### EXERCISE PROMPT
Copy each line of the data below in which the word "JSON" can be found.

### DATASET EXCERPT
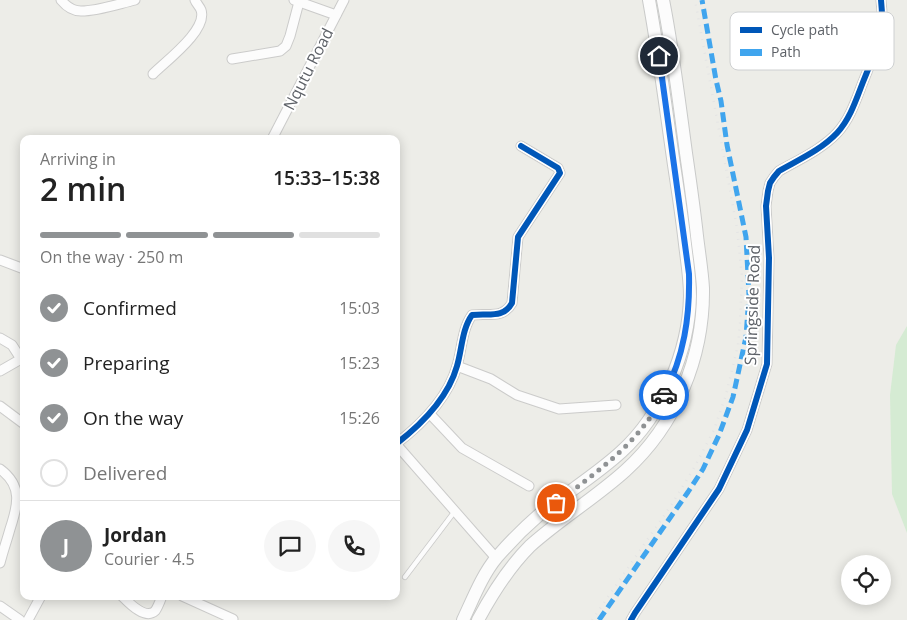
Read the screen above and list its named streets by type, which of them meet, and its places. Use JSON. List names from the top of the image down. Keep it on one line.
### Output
{"streets":{"street":["Nqutu Road","Springside Road"]},"legend":["Cycle path","Path"],"page":{"heading":["2 min","Arriving in","15:33–15:38"],"panel":["Jordan","Courier · 4.5"],"bar":"On the way · 250 m","list":[["Confirmed","15:03"],["Preparing","15:23"],["On the way","15:26"],"Delivered"],"round":"J"}}
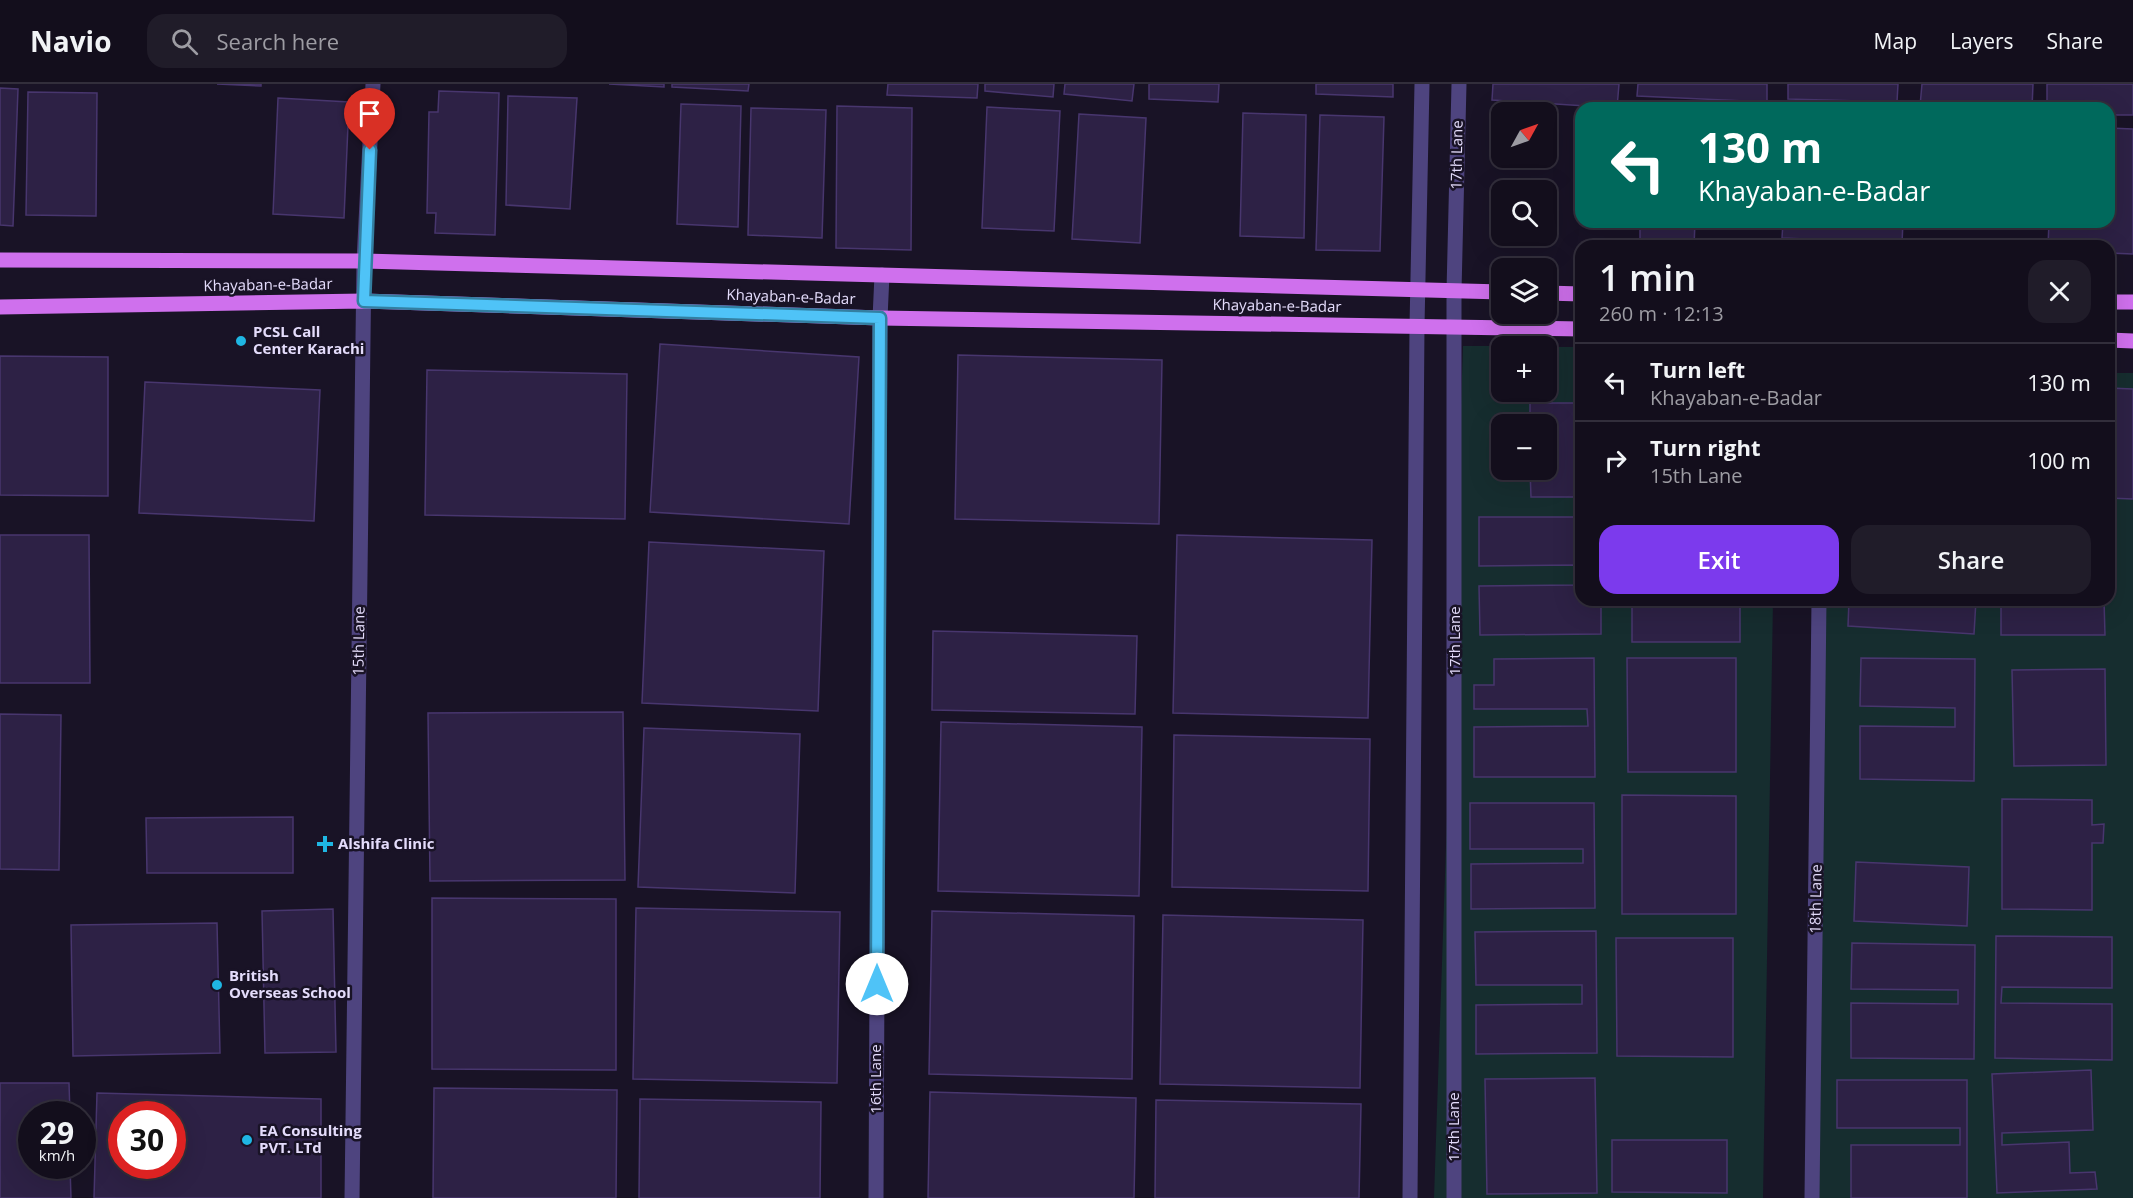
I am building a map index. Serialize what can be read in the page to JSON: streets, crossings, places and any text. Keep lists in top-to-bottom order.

### ANSWER SECTION
Read the screen above and list its named streets by type, which of them meet, and its places. Use JSON. List names from the top of the image down. Keep it on one line.
I am building a map index. Serialize what can be read in the page to JSON: streets, crossings, places and any text. Keep lists in top-to-bottom order.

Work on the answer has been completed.